Input:
--------------------------------------------------
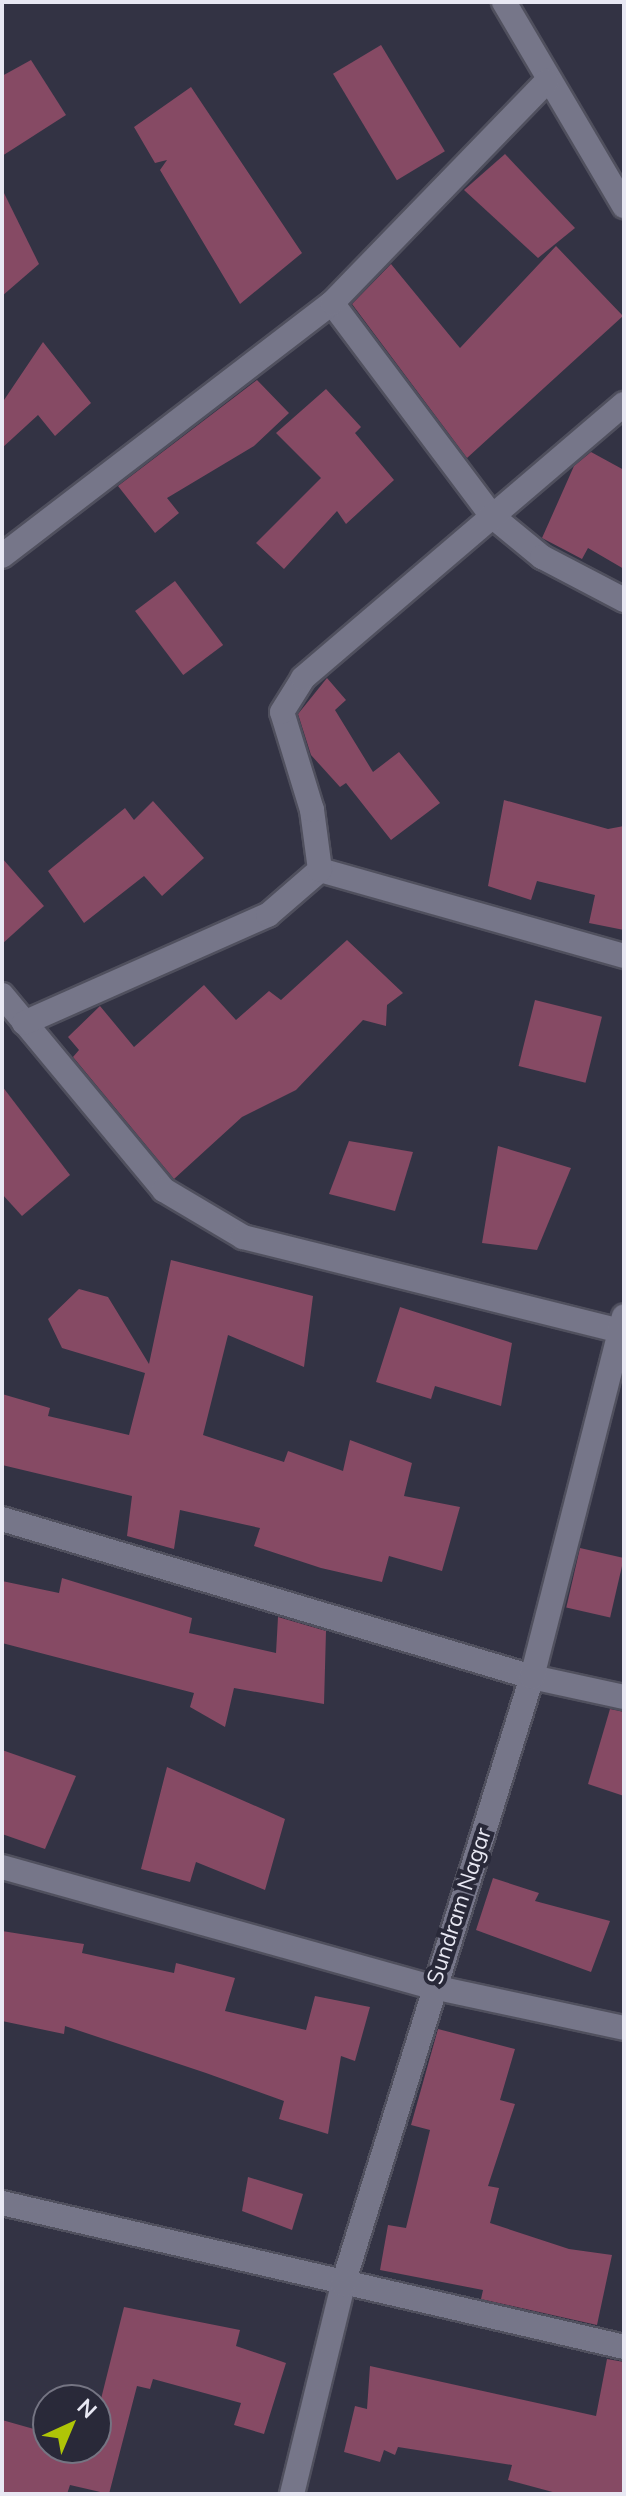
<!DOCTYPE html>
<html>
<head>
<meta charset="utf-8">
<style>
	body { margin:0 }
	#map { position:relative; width:626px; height:2496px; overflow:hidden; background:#334; font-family:Mulish,sans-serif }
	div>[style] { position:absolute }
	.building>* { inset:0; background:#864a64; transform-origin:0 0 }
	.roads { filter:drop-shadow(2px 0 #50505e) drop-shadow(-2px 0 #50505e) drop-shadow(0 2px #50505e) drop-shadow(0 -2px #50505e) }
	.minor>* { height:24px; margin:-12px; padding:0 12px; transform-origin:12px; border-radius:12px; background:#767689 }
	span { translate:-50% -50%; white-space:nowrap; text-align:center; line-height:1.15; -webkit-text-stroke:8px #292939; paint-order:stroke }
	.street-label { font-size:22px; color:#e8e8f3 }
	.frame { position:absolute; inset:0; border:4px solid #e8e8f3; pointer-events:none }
	.north { position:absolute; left:32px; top:2384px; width:80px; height:80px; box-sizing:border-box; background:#292939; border:2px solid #757583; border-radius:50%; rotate:44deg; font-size:22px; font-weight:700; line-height:32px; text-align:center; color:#e8e8f3 }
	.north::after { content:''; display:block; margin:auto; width:28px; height:36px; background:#afc507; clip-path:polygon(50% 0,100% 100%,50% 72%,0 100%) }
</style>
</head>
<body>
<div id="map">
	<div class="building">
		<i style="left:381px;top:45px;width:124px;height:56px;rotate:59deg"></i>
		<i style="clip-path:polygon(31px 60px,66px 115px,2px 156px,2px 76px)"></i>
		<i style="clip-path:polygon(191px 87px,302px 253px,240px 304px,160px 170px,167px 160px,155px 163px,134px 127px)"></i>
		<i style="clip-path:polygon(505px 154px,575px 228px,538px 258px,464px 190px)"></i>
		<i style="clip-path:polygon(2px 189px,39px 264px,2px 296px)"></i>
		<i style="clip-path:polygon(556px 246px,623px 316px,467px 458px,352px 304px,391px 264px,460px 348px)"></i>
		<i style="clip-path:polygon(43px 342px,91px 403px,55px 436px,38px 415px,2px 448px,2px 403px)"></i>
		<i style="clip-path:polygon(257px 380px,289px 413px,254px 446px,167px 498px,179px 513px,155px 533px,118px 486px)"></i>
		<i style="clip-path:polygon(326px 389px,361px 427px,355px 433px,394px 480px,346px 524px,337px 511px,284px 569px,256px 543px,321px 478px,276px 433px)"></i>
		<i style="clip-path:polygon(591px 452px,624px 470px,624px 569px,588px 548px,582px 559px,542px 538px,574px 466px)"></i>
		<i style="left:175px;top:581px;width:80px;height:50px;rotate:53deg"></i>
		<i style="clip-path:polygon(327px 678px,346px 700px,335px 710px,373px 772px,399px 752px,440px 803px,391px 840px,346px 783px,340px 787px,311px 755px,298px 714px)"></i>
		<i style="clip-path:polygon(504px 800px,608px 829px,624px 826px,624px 930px,589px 923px,595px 895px,537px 881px,531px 900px,488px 886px)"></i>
		<i style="clip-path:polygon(153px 801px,204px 858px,162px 896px,144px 876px,84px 923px,48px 871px,125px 808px,134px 820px)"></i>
		<i style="clip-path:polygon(2px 858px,44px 906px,2px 944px)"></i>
		<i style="clip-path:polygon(347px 940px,403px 993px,387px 1005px,386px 1026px,363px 1020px,296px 1090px,242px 1117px,174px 1179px,73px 1057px,79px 1050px,68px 1037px,100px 1006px,134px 1047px,204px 985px,236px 1020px,269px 991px,281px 1000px)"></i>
		<i style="left:535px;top:1000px;width:69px;height:68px;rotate:14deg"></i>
		<i style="clip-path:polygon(2px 1086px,70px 1175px,22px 1216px,2px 1194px)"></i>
		<i style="clip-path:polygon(349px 1141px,413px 1152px,395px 1211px,329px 1194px)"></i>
		<i style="clip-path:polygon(498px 1146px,571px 1168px,537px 1250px,482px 1243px)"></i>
		<i style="clip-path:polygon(171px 1260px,313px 1296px,304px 1367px,228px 1335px,203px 1435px,284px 1462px,288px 1451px,343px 1471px,350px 1440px,412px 1463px,404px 1496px,460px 1507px,442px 1571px,389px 1556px,382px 1582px,321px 1568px,254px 1546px,260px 1528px,180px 1510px,174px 1549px,127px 1536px,132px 1496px,2px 1465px,2px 1394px,50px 1408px,48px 1416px,129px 1435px,145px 1373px,62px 1348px,48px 1319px,79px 1289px,108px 1297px,149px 1364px)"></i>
		<i style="clip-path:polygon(400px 1307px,512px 1343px,501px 1406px,435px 1386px,431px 1399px,376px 1382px)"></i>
		<i style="left:580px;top:1548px;width:45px;height:61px;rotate:13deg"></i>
		<i style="clip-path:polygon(62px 1578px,192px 1618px,189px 1633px,276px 1653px,278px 1617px,326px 1631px,324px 1704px,234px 1688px,225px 1727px,190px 1707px,194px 1693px,2px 1643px,2px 1581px,59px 1593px)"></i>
		<i style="clip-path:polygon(610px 1709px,624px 1712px,624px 1796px,588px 1784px)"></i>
		<i style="clip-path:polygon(2px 1750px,76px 1776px,45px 1849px,2px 1834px)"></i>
		<i style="clip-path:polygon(167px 1767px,285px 1819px,265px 1890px,196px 1862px,190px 1882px,141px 1869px)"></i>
		<i style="clip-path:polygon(493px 1878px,539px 1893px,535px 1901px,610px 1921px,591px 1972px,476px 1930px)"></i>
		<i style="clip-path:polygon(2px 1931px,84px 1944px,82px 1953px,174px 1973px,176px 1963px,235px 1978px,225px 2011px,306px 2030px,315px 1996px,370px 2007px,355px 2061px,341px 2056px,328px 2134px,279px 2119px,284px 2101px,206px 2073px,65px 2026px,64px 2034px,2px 2021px)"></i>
		<i style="clip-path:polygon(438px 2029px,515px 2049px,500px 2100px,515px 2104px,488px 2186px,499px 2188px,490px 2223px,569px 2249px,612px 2255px,597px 2325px,481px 2299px,483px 2290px,380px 2270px,388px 2225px,406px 2228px,430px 2130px,411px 2125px)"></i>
		<i style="clip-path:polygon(248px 2177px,303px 2194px,292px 2230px,242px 2211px)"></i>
		<i style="clip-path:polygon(124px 2307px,240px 2330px,236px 2346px,286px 2363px,264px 2434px,234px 2425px,241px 2403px,153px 2379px,150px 2389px,137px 2386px,109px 2494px,70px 2485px,67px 2494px,2px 2494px,2px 2420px,48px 2433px,48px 2448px,96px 2448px,96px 2419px)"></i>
		<i style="clip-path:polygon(607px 2359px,624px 2362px,624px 2494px,560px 2494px,508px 2480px,512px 2465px,398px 2447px,395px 2455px,384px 2450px,380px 2462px,344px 2452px,355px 2406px,367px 2409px,370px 2366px,596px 2416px)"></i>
	</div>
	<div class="roads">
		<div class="minor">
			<i style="left:504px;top:2px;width:237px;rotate:59.5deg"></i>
			<i style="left:332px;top:303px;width:266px;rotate:53.1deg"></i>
			<i style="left:492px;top:516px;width:65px;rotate:39.4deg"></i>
			<i style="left:542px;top:557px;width:93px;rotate:27.7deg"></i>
			<i style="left:2px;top:556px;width:416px;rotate:-37.5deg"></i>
			<i style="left:332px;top:303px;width:309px;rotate:-45.9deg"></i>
			<i style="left:320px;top:870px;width:316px;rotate:15.8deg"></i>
			<i style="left:2px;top:995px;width:254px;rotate:50.3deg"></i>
			<i style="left:164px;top:1190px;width:92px;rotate:30.7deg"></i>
			<i style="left:243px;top:1237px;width:393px;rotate:14deg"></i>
			<i style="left:24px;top:1023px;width:267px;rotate:-23.9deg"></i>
			<i style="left:268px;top:915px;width:69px;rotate:-40.9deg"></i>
			<i style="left:320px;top:870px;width:61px;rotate:-97.6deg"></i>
			<i style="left:312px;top:810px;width:102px;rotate:-107deg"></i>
			<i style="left:282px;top:712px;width:40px;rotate:-58deg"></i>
			<i style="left:303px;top:678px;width:422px;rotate:-40.5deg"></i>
			<i style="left:2px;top:1519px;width:553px;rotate:16.6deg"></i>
			<i style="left:532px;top:1677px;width:94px;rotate:12.3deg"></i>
			<i style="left:2px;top:1867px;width:447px;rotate:15.6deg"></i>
			<i style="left:433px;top:1987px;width:195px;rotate:12.1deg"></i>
			<i style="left:2px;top:2203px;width:638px;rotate:13.03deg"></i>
			<i style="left:292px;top:2494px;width:216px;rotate:-76.3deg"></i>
			<i style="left:343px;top:2284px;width:636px;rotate:-72.71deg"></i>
			<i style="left:532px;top:1677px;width:372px;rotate:-75.7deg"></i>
		</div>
	</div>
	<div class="street-label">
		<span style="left:459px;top:1906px;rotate:-72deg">Sundram Nagar</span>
	</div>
	<div class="frame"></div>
	<div class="north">N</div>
</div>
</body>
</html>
--------------------------------------------------
Exercise aim: Starting from the first line of the listing above, write out every line exactly through the one containing "translate:-50% -50%; white-space:nowrap;", and drop the pictures.

Answer to the exercise:
<!DOCTYPE html>
<html>
<head>
<meta charset="utf-8">
<style>
	body { margin:0 }
	#map { position:relative; width:626px; height:2496px; overflow:hidden; background:#334; font-family:Mulish,sans-serif }
	div>[style] { position:absolute }
	.building>* { inset:0; background:#864a64; transform-origin:0 0 }
	.roads { filter:drop-shadow(2px 0 #50505e) drop-shadow(-2px 0 #50505e) drop-shadow(0 2px #50505e) drop-shadow(0 -2px #50505e) }
	.minor>* { height:24px; margin:-12px; padding:0 12px; transform-origin:12px; border-radius:12px; background:#767689 }
	span { translate:-50% -50%; white-space:nowrap; text-align:center; line-height:1.15; -webkit-text-stroke:8px #292939; paint-order:stroke }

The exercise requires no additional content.